This project is under development.
The LastMile semantic-retrieval library provides everything an enterprise should need to integrate powerful semantic retrieval flows into their systems.
Although LLM capabilities are continuously improving, there are still significant limitations to what can be achieved using LLMs on their own. Processes such retrieval-augmented generation (RAG) have had great success in lifting such limitations and producing high-quality LLM experiences. The key to such processes is the integration of external data into the LLM flow. Data can be ingested from a number of different sources, transformed into a format useful for the task at hand, and indexed in alternative data stores for optimal retrieval when it is needed.
The semantic-retrieval library has abstractions & concrete implementations for each step of this process:
Data Sources
The DataSource
class provides a way to load data from different sources, such as the local file system, Amazon S3 buckets, or Google Drives. The data is represented as a RawDocument
, which provides a common abstraction for interacting with the data.
Document Parsers
Once data is loaded into RawDocument
s, it must be parsed into a format usable by the other components of the library -- we call these Document
s. The DocumentParser
class defines how a RawDocument
is converted to a Document
for further use. A Document
is composed of one or more smaller DocumentFragment
s, which represent a smaller portion of the larger Document
. A DocumentFragment
should ideally represent some complete context of a portion of the larger Document
: for example, a PDF's Document
representation might have each of its pages represented by a DocumentFragment
.
Although Document
s may be used directly after they are parsed from a data source, it is often beneficial to first convert them into a format that will benefit the end use case of the data. This includes, but is not limited to: transforming unstructed data to structured data; creating vector embeddings from the data; summarizing or extracting additional information from the data. The Transformer
class serves as a basis for implementing the transformations of Document
s into these formats.
Transformed Document
s and other data can be stored in various underlying indexes or data stores in order to be retrieved for future use in the LLM flow. One very common example is the indexing of contextual data as vector embeddings in a vector database, to be retrieved at LLM completion request time in order to augment the prompt context. The library supports a number of such data stores and indexes out-of-the-box, with useful abstractions to leverage for additional implementations.
Data that is stored in an underyling data store or index can be obtained using a Retriever
which has knowledge of the underlying implementation and its relevant query structure. Retrievers are not limited to retrieving data from a single underlying data store: they can support any desired custom retrieval logic for more complex use cases (composition of retrievers, heuristics such as staleness, etc.).
CompletionGenerator
s define how an input query or prompt (e.g. from a user) is used to generate a completion response from an underlying CompletionModel
, and what the final result looks like. Similar to retrievers, completion generators are not limited to performing completion requests to a model, but can support any desired custom logic between an input query and finalized response.
Proper access control is essential for leveraging data in semantic retrieval flows. The access control implementation in this framework differs slightly depending on the language used. A future iteration will consolidate both languages to a single implementation.
The typescript library leverages a concept of ResourceAccessPolicy
to define which identities have access to requested resources. During ingestion, the ResourceAccessPolicies
for source RawDocument
s is specified in the associated DocumentMetadataDB
entries.
Post-ingestion, any access to an underlying data store is performed with the use of an AccessPassport
, which is a mapping of all the resources an end-user has access to, to that user's AccessIdentity
(e.g. authentication credentials) for that resource. When an attempt is made to access data belonging to a particular resource, the relevant ResourceAccessPolicy
tests the user's AccessIdentity
to determine their permission for that resource.

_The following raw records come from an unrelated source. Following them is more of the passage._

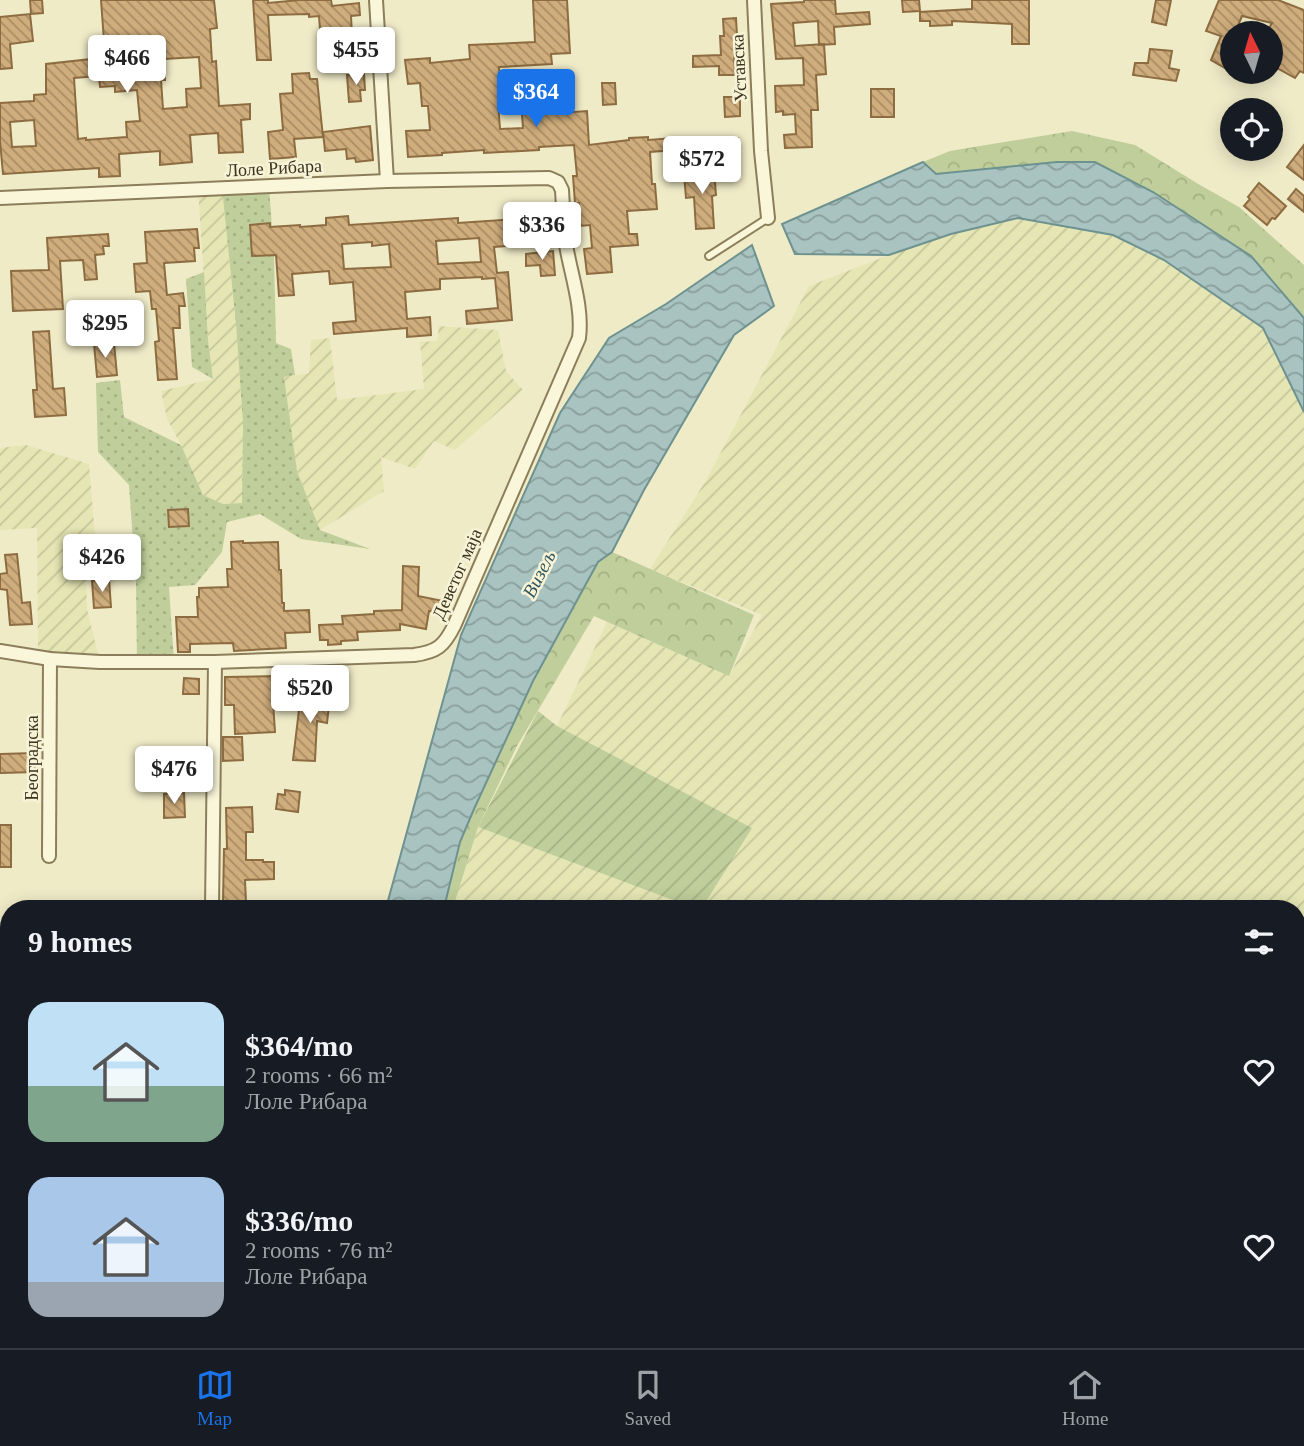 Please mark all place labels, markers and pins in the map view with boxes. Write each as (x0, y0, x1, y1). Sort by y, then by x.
pin: $455 (315, 28, 397, 87)
pin: $466 (86, 36, 168, 95)
pin: $364 (495, 69, 577, 129)
pin: $572 (661, 136, 743, 196)
pin: $336 (501, 202, 583, 262)
pin: $295 (64, 300, 146, 360)
pin: $426 (61, 534, 143, 594)
pin: $520 (269, 666, 351, 725)
pin: $476 (133, 746, 215, 806)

During retrieval, a DocumentRetriever
will test whether the requestor has access to read the documents by calling the testDocumentReadPermission
to filter out non-readable documents from those returned. For non-document resource accesses, the testPolicyPermission
function on the associated ResourceAccessPolicy
can be used to determine which permissions the identity has for the resource.
The python library leverages a user_access_function
and viewer_identity
as part of retrieval. The lowest point of data access calls the user_access_function
to determine if the viewer_identity
has permissions to access a particular resource: if a retriever retrieves data directly, the access check is performed in the retriever; otherwise, if the retriever queries data from an underlying data store, the access check is performed by the data store.